<<<<

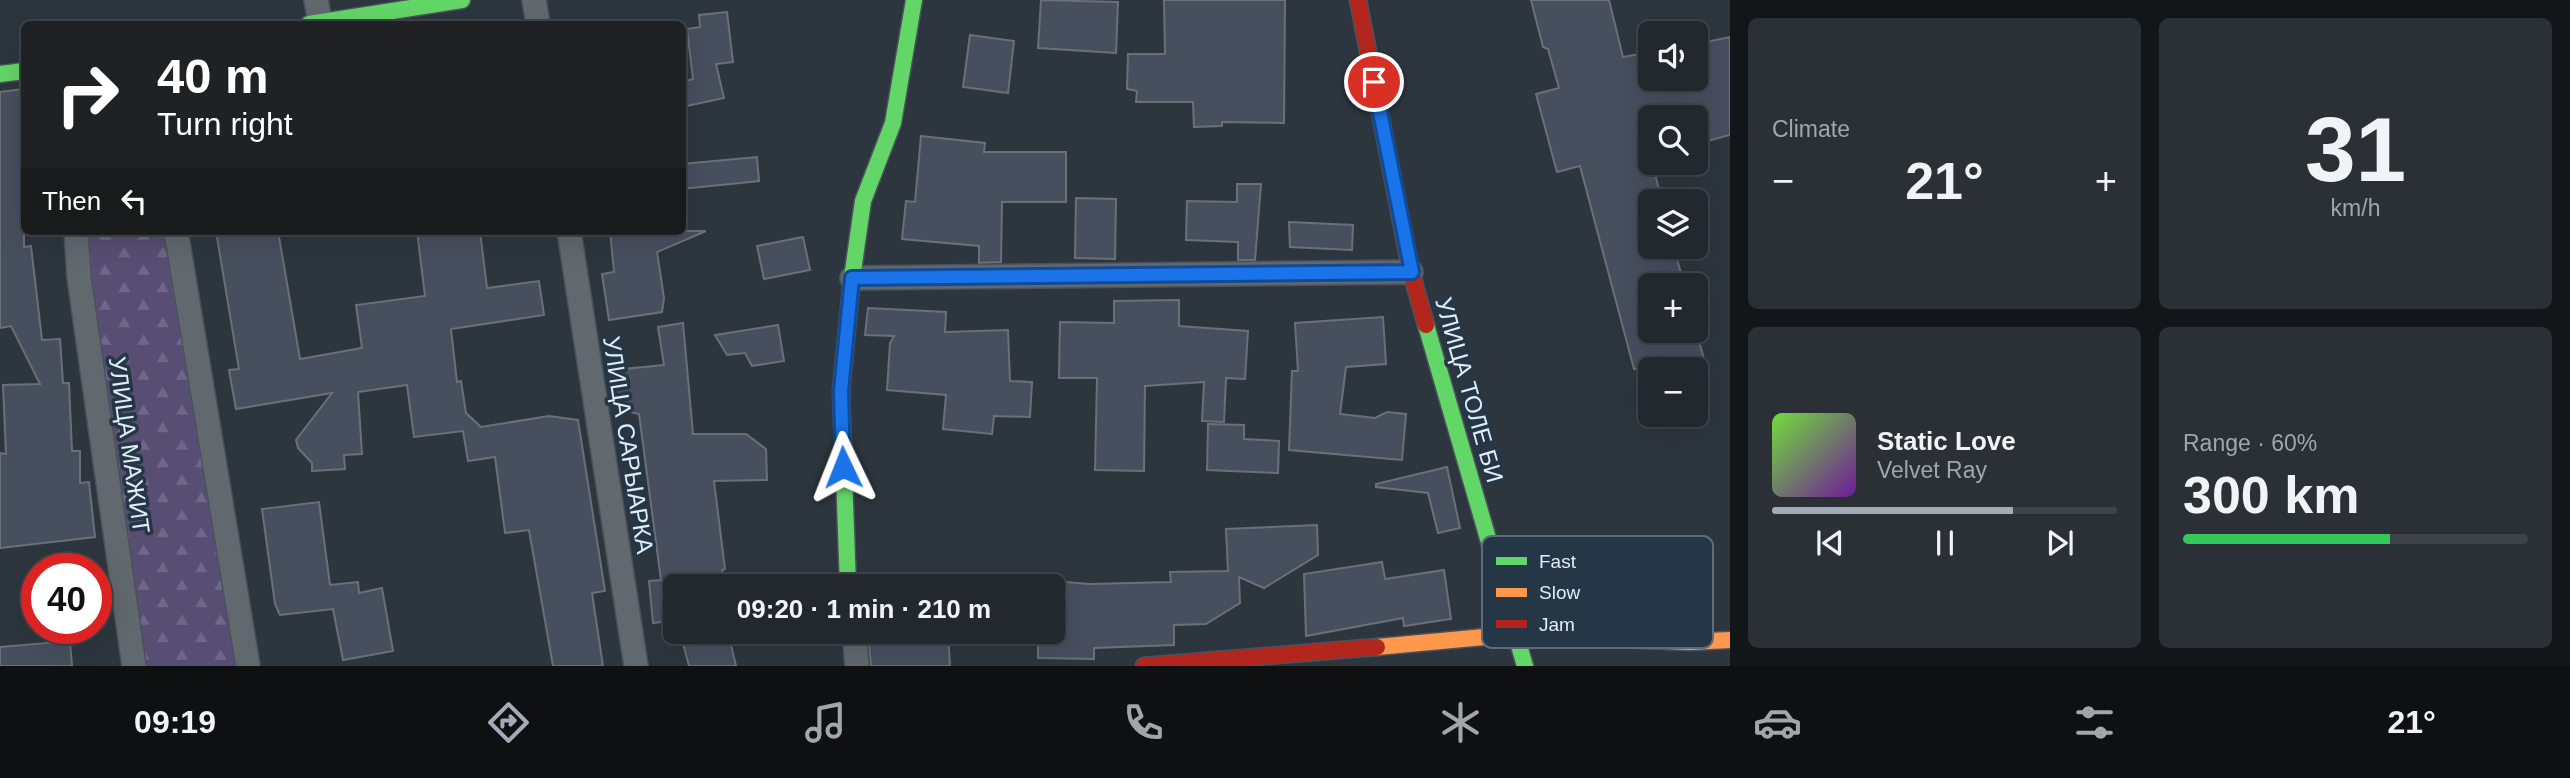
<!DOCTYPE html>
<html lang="en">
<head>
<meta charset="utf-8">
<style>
  body { margin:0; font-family:Helvetica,sans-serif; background:#2a3036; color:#f1f3f6; height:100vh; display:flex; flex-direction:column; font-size:26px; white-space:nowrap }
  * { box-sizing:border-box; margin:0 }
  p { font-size:23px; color:#a2a6aa }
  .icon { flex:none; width:38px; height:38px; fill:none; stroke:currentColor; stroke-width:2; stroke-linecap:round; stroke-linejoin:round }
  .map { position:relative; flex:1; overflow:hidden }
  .sheet { display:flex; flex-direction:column; gap:18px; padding:18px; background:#131619; width:840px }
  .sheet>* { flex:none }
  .hud { position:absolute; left:21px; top:21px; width:665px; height:214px; border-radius:10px; box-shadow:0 7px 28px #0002,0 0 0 2px #3f444a; background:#202124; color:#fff; overflow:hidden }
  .controls { position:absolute; left:1638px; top:21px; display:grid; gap:14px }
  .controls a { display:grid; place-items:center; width:70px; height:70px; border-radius:10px; background:#22282e; box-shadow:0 7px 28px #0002,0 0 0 2px #3f444a; font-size:35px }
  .speed { position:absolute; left:21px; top:553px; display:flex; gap:14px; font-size:35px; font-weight:700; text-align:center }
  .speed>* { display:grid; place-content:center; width:91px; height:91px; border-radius:50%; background:#22282e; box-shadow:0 7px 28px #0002,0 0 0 2px #3f444a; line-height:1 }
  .speed .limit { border:10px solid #d22; background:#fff; color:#111 }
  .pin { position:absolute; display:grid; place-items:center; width:60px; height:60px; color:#fff; margin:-30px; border:4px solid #fff; border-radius:50%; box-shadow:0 2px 7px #0007 }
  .me { position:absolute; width:77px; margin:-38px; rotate:358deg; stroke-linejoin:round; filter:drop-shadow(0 0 5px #0008) }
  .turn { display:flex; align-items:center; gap:24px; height:147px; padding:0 21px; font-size:32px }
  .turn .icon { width:91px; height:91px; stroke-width:2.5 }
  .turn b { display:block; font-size:49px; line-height:60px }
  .then { display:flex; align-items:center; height:66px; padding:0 21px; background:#0003; gap:14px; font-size:26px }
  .big { font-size:52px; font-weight:700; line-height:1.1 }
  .sheet .widget { flex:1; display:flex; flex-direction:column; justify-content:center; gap:10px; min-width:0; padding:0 24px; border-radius:10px; background:#2a3036 }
  .sheet .dial { align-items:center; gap:0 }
  .dial b { font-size:91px; line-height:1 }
  .song { display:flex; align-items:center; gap:21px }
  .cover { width:84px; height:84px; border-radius:10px; background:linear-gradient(135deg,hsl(100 70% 55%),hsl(280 70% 35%)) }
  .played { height:7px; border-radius:4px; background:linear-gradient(90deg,#a2acb6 70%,#3f444a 70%) }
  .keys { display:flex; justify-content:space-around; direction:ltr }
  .heat { display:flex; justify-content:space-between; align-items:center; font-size:38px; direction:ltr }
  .charge { height:10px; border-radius:5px; background:linear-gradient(90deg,#34c759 60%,#3f444a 0) }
  .sheet .tiles { flex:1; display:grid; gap:18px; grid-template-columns:repeat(2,1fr) }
  .trip { position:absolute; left:663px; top:574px; width:402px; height:70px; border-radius:10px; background:#22282e; box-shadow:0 7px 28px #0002,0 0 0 2px #3f444a; font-weight:700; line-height:70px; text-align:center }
  .dock { display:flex; height:112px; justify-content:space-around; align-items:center; background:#0e1012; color:#a2a6aa }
  .dock .icon { width:49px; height:49px }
  .dock .current { color:#a2acb6 }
  .dock b { font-size:32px; color:#f1f3f6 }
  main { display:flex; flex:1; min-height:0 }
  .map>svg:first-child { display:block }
  .forest { fill:url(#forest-firs) }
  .building { fill:#474e5e; stroke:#6a7078; stroke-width:2 }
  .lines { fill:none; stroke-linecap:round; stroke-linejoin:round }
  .street-casing { stroke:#4a535b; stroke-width:26 }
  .fast-casing { stroke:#4a535b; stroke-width:19 }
  .slow-casing { stroke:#4a535b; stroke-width:19 }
  .jam-casing { stroke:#4a535b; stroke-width:19 }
  .street { stroke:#61686e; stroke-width:23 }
  .fast { stroke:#63d668; stroke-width:16 }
  .slow { stroke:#ff974d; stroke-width:16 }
  .jam { stroke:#b3261e; stroke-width:16 }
  .route-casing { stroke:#114b97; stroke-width:18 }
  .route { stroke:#1a73e8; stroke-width:12 }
  .labels { text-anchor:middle; stroke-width:7; stroke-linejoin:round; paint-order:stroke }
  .street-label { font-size:24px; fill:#e1ecf6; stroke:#253746 }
  .key { fill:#253746; stroke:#5d6d7b; stroke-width:2 }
  .key-label { font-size:19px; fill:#e1ecf6 }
</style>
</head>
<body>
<main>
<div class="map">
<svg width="1730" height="666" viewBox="0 0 1730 666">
  <defs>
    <pattern id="forest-firs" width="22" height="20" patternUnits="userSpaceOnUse" patternTransform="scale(1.75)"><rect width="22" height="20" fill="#584d73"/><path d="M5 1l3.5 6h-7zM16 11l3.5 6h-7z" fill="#706788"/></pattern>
  </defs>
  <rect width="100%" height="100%" fill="#2d363e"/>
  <path class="forest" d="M81,231H178L254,666H138Z"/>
  <g class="building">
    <path d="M1041,0L1118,2L1116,53L1038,48Z"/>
    <path d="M1164,0H1285L1284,123L1222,122V126L1194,127L1193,102H1136L1137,91L1127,89L1128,54H1165Z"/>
    <path d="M1531,0H1609L1623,57L1650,52V79H1696V44L1730,37V135L1696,144V117H1650L1648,147L1662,201H1650V247H1674L1684,285H1650V331H1696L1705,362L1677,369H1634L1580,166L1557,172L1536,94L1559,88L1548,49L1543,47Z"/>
    <path d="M727,12L733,62L716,64L724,98L682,107V82L693,79L687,29L700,27L699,15Z"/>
    <path d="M970,35L1014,41L1008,93L963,87Z"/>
    <path d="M24,89V247L31,246L42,340L60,339L63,383H69L72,451H80V483L89,482L95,537L0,548V453L6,454L3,385L40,384L11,326L0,328V92Z"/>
    <path d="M921,136L985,143L984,152H1066V202H1002L1001,262L979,263V246L902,239L906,201L915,202Z"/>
    <path d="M757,157L759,181L682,189V164Z"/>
    <path d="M1237,184H1261L1255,260H1238V242L1186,240L1187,201L1237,202Z"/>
    <path d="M1076,198L1116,199L1115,259L1075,258Z"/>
    <path d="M1289,222L1353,225L1352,250L1290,247Z"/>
    <path d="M216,231H278L300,359L362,348L356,305L425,296L417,231H480L487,288L539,281L544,315L451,329L457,382L461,381L466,413L481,427L549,416L578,420L605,591L592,593L603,666H553L529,530L505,533L495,457L468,461L463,431L414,437L407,385L358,392L362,454L344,455L345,469L312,471V463L298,448L296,440L332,393L236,409L229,370L239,369Z"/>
    <path d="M610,231H706L657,252L664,298L662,312L609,320L602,274L614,272Z"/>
    <path d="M803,237L810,270L764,279L757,246Z"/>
    <path d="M1179,300V326L1248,331L1245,379L1226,378L1224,422L1202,421L1204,382L1145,386L1144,471L1095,470L1097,378H1059L1060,322L1114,323V301Z"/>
    <path d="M868,308L946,312L945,332L1008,330L1010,381L1032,382L1030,417L994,416L992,434L943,429L946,395L887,390L890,343L894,336L865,335Z"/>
    <path d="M1383,317L1386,364L1346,367L1340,414L1375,418L1387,412L1406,414L1402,460L1289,450L1292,371H1298L1295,323Z"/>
    <path d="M683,323L693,434H746L766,449L767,480L714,481L725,569L722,570L724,586H676V620L653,623L649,581L661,580L639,414L617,409L613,370L664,365L658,327Z"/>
    <path d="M778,325L784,361L752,366L745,353L727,355L715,335Z"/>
    <path d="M1208,424L1244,425V439L1279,441L1278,473L1207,470Z"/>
    <path d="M1447,467L1460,528L1438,533L1428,493L1376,487V484Z"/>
    <path d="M319,502L330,585L358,582L359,593L382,588L393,651L343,660L333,609L280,615L275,604L262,509Z"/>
    <path d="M1317,525L1318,555L1264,588L1239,577L1240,603L1206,624L1174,625V645L1094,648V659L1038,658V632H1054V581L1090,584L1171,582L1170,572L1228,571L1226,529Z"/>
    <path d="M1382,562L1385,579L1444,570L1451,619L1404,626L1403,618L1306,636L1304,574Z"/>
    <path d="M680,632H728L736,666H689Z"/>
    <path d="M868,632H948L950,666H871Z"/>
    <path d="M70,641L72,666H0V647Z"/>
  </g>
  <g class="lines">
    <g class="street-casing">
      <g id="street">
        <path d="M316,0L320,22"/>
        <path d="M534,0L538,24"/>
        <path d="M76,231L79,277L134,666"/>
        <path d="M176,231L248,666"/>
        <path d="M569,231L636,666"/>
        <path d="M852,278L1411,272"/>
        <path d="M854,632L857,666"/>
      </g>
    </g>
    <g class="fast-casing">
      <g id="fast">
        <path d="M309,24L462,0"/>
        <path d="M0,74L24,71"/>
        <path d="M1426,325L1525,666"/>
        <path d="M848,586L841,391L852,278L863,201L893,123L914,0"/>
      </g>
    </g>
    <g class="slow-casing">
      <path id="slow" d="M1377,647L1516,634L1689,642L1730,640"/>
    </g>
    <g class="jam-casing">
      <g id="jam">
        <path d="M1358,0L1411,272L1426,325"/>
        <path d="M1144,666L1377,647"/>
      </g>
    </g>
    <use href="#street" class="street"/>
    <use href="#fast" class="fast"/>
    <use href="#slow" class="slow"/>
    <use href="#jam" class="jam"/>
  </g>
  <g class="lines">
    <g class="route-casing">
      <path id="route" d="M843,467L841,391L852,278L1412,272L1374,82"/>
    </g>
    <use href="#route" class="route"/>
  </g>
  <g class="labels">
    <g class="street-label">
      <text transform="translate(1469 390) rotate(74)" y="8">УЛИЦА ТОЛЕ БИ</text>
      <text transform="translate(129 445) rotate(82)" y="8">УЛИЦА МАЖИТ</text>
      <text transform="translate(628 445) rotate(81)" y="8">УЛИЦА САРЫАРКА</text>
    </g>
  </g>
  <rect x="1482" y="536" width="231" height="112" rx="10" class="key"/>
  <rect x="1496" y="557" width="31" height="8" fill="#63d668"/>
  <rect x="1496" y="588" width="31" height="9" fill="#ff974d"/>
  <rect x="1496" y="620" width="31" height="8" fill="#b3261e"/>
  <g class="key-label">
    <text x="1539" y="568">Fast</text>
    <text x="1539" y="599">Slow</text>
    <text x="1539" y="631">Jam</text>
  </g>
</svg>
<div class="controls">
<a><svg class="icon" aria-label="sound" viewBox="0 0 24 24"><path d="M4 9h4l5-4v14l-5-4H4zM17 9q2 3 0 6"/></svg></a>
<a><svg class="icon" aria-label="search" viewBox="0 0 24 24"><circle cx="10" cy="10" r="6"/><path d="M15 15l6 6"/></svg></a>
<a><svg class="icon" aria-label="layers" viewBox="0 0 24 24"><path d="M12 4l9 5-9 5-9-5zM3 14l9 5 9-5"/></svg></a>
<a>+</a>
<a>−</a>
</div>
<div class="speed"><div class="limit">40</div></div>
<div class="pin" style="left:1374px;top:82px;background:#d93025"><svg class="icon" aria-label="arrive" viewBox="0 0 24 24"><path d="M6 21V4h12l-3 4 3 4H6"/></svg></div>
<svg class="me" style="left:843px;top:467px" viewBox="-20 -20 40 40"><path d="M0-17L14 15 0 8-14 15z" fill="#1a73e8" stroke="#fff" stroke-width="4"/></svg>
<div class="trip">09:20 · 1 min · 210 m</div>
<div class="hud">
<div class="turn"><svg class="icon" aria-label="right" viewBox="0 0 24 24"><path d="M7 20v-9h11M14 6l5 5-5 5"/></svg><div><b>40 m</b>Turn right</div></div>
<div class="then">Then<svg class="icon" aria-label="left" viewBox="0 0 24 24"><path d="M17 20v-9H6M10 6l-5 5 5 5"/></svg></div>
</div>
</div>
<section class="sheet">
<div class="tiles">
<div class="widget"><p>Climate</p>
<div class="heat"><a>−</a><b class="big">21°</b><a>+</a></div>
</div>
<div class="widget dial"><b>31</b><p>km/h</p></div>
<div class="widget">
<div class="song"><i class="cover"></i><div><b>Static Love</b><p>Velvet Ray</p></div></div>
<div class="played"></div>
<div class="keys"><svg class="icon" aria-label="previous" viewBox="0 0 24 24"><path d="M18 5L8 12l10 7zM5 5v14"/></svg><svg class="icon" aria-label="pause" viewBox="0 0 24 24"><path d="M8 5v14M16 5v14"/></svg><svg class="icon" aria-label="next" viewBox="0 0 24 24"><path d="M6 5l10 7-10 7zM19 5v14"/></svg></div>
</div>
<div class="widget"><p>Range · 60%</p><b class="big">300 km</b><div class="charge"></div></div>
</div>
</section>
</main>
<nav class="dock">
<b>09:19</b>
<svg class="icon current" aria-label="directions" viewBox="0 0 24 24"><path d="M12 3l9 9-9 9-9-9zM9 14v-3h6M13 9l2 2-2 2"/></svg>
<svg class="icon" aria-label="music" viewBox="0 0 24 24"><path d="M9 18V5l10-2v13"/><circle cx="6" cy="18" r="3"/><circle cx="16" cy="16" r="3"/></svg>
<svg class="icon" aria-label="phone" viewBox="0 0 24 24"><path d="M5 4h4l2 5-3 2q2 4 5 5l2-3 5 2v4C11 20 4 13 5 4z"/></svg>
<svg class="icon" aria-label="climate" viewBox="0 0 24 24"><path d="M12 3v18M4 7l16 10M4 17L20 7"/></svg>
<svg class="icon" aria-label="car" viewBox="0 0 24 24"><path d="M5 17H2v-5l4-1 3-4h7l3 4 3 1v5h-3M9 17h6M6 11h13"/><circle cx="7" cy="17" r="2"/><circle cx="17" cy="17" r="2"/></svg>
<svg class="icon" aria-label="filters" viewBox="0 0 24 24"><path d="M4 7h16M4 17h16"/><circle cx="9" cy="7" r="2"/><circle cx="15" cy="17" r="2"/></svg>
<b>21°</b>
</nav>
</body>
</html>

>>>>

▶ [WORK INSTRUCTIONS]
Return all lines of the material above in which "speed" occurs.

▶ [SOLUTION BELOW]
  .speed { position:absolute; left:21px; top:553px; display:flex; gap:14px; font-size:35px; font-weight:700; text-align:center }
  .speed>* { display:grid; place-content:center; width:91px; height:91px; border-radius:50%; background:#22282e; box-shadow:0 7px 28px #0002,0 0 0 2px #3f444a; line-height:1 }
  .speed .limit { border:10px solid #d22; background:#fff; color:#111 }
<div class="speed"><div class="limit">40</div></div>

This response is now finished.